Jamie Wolff, the lead of the software containers and cloud computing task in the DTC, contacted me in the Spring of 2019 about a unique opportunity to collaborate on a course that would offer interested students at Metropolitan State University an opportunity to run and experiment with an end-to-end numerical weather prediction (NWP) system utilizing cloud computing.
The motivation behind this collaboration was to introduce undergraduates of a bachelor’s degree Meteorology program to NWP in a stress-free environment in which students would not spend unnecessary time configuring, compiling, and optimizing the code and libraries for the NWP system. The DTC containers would streamline running the NWP system so the students would be able to grasp how beneficial NWP could be in their toolkit. The overarching goal was to empower the students to use and understand NWP models on a fundamental level and prepare them for post-undergraduate positions in the NWP arena.
It was decided that an active learning approach would be the ideal format to present the information and disseminate the material taught as a series of workshops/seminars.
During the 2019 Fall semester, I taught a Forecasting Lab course that met once a week for 2 hours. The extended class time allowed the DTC team to teach the attendees and demonstrate how to compile and run the Weather Research and Forecasting (WRF) Model on the Amazon Web Service (AWS) Cloud Server. The DTC team met with my students for a total of eight hours (six face-to-face hours and two hours via Google Meet).

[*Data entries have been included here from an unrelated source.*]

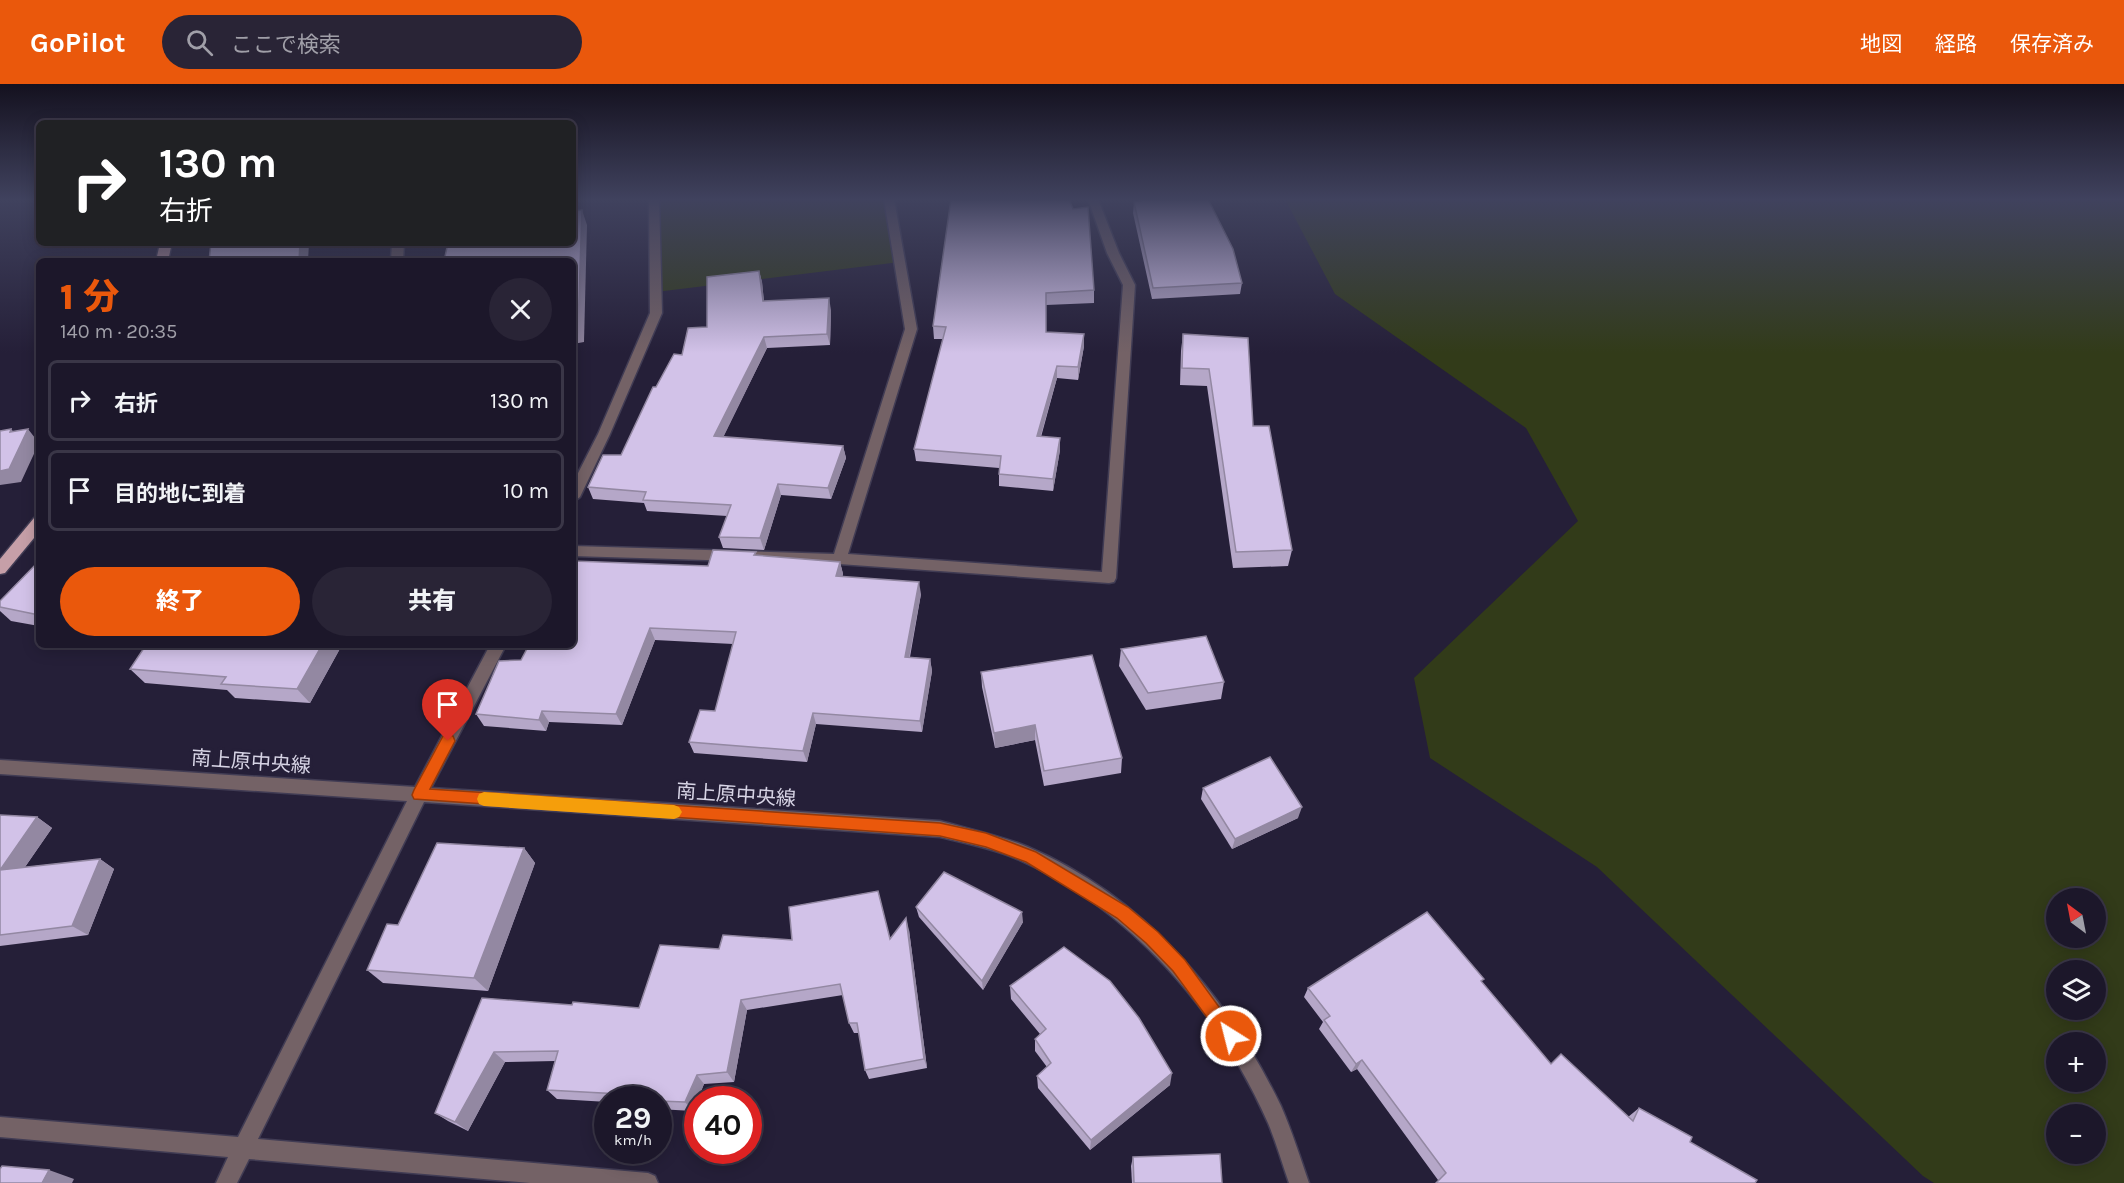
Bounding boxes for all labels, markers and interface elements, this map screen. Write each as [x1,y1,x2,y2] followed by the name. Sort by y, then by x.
[162,15,582,69] search box
[30,26,126,59] text: GoPilot
[183,26,216,59] icon: search
[231,32,341,58] text: ここで検索
[1860,32,1902,56] text: 地図
[1935,32,1977,56] text: 経路
[2010,32,2094,56] text: 保存済み
[159,138,277,188] text: 130 m
[60,144,138,222] icon: right
[159,195,213,227] text: 右折
[60,276,120,318] text: 1 分
[489,278,552,341] button: close
[60,320,177,343] text: 140 m · 20:35
[63,384,96,417] icon: right
[490,388,549,414] text: 130 m
[114,391,158,417] text: 右折
[63,474,96,507] icon: arrive
[503,478,549,504] text: 10 m
[114,481,246,507] text: 目的地に到着
[60,567,300,636] button: 終了
[312,567,552,636] button: 共有
[422,679,473,741] pin
[431,688,464,721] icon: arrive
[190,746,312,778] street label: 南上原中央線
[675,779,797,811] street label: 南上原中央線
[2046,888,2106,948] north arrow
[2046,888,2106,1164] map controls
[2046,960,2106,1020] button: layers
[1199,1004,1263,1068] position arrow
[2046,1032,2106,1092] button: +
[684,1086,762,1164] speed limit sign: 40
[615,1100,651,1136] text: 29
[2046,1104,2106,1164] button: −
[614,1131,652,1149] text: km/h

The initial design of the WRF Cloud Computing (WCC) course was somewhat challenging because the setup and configuration of the AWS on our UNIX-based workstations faced some computing and financial hurdles. Nevertheless, the DTC team created Docker container images for each component of the end-to-end WRF-based NWP system on the AWS Cloud. Docker makes it easier to create, deploy, and run applications by using “containers.” A container is a software tool that packages code and all of its dependencies, so the application runs quickly and reliably from one computing environment to another (Docker Website). The end-to-end system containers were built and configured by the DTC team ahead of classes. With the accessibility of the components in containers, it was possible to efficiently and effectively create a full end-to-end NWP system teaching toolkit for use by the students.
Next, the DTC team provided step-by-step instructions on how to use those images to access the WRF data and ecosystem to run several case studies through the end-to-end NWP system from pre-processing, to running the model, then post-processing, visualization, and verification. The DTC team also recommended installing Docker on the MSU Denver Weather Lab network so the students could run the end-to-end NWP container system locally on our in-house desktops as well.
Was the class a success? Well, here are a few student quotes that endorsed its success.
“I thought the NCAR instructors were knowledgeable, patient, and helpful…”
“Was awesome to have the hands-on help”
“I enjoyed the class very much and want to express gratitude to all those from NCAR and Dr Ng for their time and patience with us (or at least me) in learning something foreign and more difficult to grasp.”